Negroponte dreamed of an architectural computer that could help architects in the design process. He conjured up a machine that would assist in three different ways.
- To automate current procedures to speed up and reduce the cost of existing practices.
- Alternating existing methods to make issues machine compatible.
- Present a design process to the machine leading to mutual training and growth of both machine and human.
It appears that the first two concepts have been achieved. The third concept is a work in progress.
If such a machine could be created, then Negroponte envisioned a relationship between human and machine that was not master and slave, but a collaboration of the two for self-improvement. It would be sort of like a digital colleague proposing design alternative during a free-flowing conversation of ideas.
The concepts Negroponte discussed is in effect machine learning.

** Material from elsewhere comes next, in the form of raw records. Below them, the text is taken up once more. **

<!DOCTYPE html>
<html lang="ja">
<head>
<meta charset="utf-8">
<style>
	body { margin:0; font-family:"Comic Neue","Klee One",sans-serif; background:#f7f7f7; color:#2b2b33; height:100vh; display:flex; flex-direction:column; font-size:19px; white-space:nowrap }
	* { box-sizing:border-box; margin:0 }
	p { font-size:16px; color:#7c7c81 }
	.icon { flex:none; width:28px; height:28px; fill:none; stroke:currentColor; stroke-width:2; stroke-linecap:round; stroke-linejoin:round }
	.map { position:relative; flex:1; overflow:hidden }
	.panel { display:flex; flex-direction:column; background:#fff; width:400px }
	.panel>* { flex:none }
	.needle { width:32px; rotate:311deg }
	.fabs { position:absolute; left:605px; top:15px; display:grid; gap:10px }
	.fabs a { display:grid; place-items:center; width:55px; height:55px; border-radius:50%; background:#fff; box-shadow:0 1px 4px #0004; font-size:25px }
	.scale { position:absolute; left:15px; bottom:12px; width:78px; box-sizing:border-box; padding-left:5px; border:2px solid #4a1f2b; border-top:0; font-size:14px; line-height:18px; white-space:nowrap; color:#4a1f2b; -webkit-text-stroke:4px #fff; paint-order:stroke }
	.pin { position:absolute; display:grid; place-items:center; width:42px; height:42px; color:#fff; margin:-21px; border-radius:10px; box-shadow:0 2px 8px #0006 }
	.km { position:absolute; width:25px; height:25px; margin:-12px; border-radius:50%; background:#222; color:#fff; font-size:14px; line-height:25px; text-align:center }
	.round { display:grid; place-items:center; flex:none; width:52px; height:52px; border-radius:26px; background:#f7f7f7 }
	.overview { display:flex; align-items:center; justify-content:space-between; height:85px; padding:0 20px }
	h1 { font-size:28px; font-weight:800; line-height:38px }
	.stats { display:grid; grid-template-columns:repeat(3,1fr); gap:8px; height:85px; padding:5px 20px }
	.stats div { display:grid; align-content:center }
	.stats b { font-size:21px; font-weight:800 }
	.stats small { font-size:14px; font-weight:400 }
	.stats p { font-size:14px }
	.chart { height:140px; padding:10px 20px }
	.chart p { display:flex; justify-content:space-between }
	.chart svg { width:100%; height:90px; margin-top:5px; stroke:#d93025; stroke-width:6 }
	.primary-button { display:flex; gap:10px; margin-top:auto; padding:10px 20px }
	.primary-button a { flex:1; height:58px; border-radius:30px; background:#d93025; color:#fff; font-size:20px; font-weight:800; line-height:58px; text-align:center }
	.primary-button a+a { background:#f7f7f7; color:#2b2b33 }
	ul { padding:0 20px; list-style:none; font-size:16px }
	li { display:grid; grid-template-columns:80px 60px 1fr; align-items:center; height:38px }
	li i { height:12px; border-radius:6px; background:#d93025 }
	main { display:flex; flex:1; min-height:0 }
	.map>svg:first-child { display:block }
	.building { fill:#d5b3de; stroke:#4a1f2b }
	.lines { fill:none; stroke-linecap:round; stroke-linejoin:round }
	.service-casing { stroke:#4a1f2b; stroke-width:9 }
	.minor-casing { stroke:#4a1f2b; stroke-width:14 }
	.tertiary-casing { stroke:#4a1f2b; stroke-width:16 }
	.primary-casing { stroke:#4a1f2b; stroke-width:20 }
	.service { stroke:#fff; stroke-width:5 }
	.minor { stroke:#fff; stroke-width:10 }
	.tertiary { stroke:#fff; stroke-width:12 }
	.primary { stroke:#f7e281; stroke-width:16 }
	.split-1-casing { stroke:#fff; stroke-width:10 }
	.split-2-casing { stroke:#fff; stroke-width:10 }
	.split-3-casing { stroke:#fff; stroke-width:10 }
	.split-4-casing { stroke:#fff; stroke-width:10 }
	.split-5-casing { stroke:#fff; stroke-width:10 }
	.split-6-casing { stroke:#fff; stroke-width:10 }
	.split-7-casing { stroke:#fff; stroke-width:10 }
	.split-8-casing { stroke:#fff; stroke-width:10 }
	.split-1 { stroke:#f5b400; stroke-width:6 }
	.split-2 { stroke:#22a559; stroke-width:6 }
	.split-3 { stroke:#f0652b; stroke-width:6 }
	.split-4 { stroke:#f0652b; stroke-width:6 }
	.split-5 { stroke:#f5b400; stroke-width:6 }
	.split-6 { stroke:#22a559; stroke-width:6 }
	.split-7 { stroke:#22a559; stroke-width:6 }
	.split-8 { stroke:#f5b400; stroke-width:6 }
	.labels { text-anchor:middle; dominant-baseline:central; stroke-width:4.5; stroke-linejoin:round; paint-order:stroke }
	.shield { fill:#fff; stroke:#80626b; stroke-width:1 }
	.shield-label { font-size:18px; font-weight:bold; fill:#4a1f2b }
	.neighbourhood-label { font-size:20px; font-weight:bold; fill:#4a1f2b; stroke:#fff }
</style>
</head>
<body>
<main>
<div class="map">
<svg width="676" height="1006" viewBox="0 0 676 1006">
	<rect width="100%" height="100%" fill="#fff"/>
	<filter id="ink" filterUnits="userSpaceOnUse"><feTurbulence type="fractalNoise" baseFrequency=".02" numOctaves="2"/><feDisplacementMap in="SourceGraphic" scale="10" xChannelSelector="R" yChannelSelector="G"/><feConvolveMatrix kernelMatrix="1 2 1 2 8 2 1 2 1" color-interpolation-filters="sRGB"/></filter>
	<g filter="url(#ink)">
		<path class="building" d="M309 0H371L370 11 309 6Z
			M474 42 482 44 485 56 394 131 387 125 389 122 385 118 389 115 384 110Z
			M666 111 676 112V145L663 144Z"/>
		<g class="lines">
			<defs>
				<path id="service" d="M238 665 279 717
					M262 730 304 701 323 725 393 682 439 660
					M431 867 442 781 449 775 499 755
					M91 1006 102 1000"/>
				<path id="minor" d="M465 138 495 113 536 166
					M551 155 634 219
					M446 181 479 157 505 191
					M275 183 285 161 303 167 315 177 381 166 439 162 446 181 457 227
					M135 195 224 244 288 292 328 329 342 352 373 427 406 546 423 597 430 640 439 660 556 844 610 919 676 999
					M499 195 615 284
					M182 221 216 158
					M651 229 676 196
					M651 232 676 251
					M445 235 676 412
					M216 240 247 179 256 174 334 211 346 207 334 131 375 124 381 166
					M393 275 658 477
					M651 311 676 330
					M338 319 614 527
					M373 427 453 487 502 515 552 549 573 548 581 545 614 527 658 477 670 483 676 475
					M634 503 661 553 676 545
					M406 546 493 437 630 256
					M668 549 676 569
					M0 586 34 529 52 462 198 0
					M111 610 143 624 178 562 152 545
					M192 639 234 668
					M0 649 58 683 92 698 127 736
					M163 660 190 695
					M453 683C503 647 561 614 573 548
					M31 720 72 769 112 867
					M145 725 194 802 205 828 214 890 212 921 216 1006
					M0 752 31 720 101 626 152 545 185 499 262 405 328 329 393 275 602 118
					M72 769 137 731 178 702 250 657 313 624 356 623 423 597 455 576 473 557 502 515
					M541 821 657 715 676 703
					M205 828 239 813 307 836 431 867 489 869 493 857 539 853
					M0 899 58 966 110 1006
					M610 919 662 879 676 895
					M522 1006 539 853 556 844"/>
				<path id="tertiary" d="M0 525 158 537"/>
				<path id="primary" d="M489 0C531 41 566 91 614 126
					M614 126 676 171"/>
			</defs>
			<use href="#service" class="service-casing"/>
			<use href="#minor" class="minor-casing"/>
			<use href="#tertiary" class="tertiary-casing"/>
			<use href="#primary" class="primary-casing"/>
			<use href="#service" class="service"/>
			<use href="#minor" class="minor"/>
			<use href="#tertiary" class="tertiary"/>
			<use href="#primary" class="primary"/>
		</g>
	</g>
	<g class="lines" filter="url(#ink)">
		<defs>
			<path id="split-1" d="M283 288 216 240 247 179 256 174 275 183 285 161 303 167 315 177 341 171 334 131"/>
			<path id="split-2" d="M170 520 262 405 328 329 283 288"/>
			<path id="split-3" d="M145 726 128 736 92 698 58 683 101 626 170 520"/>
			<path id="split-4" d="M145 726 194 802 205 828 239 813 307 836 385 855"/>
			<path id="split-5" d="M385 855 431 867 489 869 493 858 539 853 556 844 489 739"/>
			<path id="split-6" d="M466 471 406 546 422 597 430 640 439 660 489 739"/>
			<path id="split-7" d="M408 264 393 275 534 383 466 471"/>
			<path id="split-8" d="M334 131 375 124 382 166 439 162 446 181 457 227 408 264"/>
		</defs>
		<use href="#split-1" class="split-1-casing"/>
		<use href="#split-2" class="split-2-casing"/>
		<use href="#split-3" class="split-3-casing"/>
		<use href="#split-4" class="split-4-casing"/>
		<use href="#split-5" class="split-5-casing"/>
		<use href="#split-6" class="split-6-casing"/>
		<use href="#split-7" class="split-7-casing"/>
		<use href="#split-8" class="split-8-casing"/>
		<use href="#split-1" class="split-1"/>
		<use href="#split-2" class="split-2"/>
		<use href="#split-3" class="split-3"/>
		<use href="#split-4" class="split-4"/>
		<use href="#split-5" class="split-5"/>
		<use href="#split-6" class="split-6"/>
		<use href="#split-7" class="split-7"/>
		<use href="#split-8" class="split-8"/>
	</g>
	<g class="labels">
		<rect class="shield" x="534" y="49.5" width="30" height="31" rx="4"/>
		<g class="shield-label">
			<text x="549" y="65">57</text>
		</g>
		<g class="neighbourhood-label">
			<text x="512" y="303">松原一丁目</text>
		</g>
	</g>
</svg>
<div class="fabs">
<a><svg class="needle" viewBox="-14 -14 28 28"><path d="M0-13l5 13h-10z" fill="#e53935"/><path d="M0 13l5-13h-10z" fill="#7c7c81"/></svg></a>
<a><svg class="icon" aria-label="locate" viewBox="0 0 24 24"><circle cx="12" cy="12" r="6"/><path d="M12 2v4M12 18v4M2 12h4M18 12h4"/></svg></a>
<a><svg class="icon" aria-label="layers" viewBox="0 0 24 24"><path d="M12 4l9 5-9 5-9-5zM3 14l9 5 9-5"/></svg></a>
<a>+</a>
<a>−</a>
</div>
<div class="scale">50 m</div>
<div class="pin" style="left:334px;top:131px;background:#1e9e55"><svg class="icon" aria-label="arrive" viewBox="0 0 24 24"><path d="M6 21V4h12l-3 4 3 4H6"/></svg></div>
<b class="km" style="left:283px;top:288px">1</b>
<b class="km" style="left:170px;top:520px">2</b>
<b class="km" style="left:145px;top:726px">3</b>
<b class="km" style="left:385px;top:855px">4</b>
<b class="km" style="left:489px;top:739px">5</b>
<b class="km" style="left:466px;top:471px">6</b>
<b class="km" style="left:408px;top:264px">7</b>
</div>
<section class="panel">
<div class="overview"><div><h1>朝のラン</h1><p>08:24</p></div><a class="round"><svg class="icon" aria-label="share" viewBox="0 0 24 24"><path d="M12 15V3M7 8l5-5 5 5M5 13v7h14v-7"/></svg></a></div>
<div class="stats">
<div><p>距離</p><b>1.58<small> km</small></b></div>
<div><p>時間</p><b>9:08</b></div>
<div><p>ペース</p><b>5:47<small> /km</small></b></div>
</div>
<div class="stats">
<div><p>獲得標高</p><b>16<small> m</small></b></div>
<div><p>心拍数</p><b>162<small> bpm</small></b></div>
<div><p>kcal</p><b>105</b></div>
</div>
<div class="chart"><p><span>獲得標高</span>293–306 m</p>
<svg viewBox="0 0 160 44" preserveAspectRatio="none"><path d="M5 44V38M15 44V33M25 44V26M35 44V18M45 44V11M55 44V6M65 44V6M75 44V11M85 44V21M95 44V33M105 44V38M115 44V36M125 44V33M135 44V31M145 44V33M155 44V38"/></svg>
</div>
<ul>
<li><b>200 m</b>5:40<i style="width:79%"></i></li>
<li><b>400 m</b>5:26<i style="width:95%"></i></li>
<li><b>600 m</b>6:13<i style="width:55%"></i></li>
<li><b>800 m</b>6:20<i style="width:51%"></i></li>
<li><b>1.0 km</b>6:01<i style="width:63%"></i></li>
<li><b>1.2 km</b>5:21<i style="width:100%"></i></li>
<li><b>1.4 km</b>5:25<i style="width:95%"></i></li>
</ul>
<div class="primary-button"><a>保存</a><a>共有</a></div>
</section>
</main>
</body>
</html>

And that means that Negroponte's vision may not be too far away from being totally achieved.
Negroponte further describes the machine as being able "to exhibit alternatives, discern incompatibilities, make suggestions."
It is evident that AI is evolving into providing this for the field of architecture and what that means is that architects of the future should have no fear of losing their jobs. Machines will perform the heavy lifting while architects can focus on city making.
Collecting and storing quantities of data related to architecture is the key. This will allow architects to rely on data and leverage it through artificial intelligence into the process of design.
The field of architecture is now benefiting from research and case studies that are now available through Building Research Information Knowledgebase (BRIK). However, sharing the data is still an issue. This will help to use automation to improve design and practice on a larger scale. With the advent of Cloud technology, sharing is much easier.
Sharing data can be achieved both internally and externally. The sharing can take place with in a firm, among a multitude of people working on the same project, or even externally with other firms. The result is better design and project delivery.
The tendency for architects is to protect intellectual property. This discourages firms from sharing ideas and information with their competition. However, sharing data could benefit the entire trade.
Understanding the potential of big data and artificial intelligence will help architects enhance their productivity and that adds up to a better bottomline.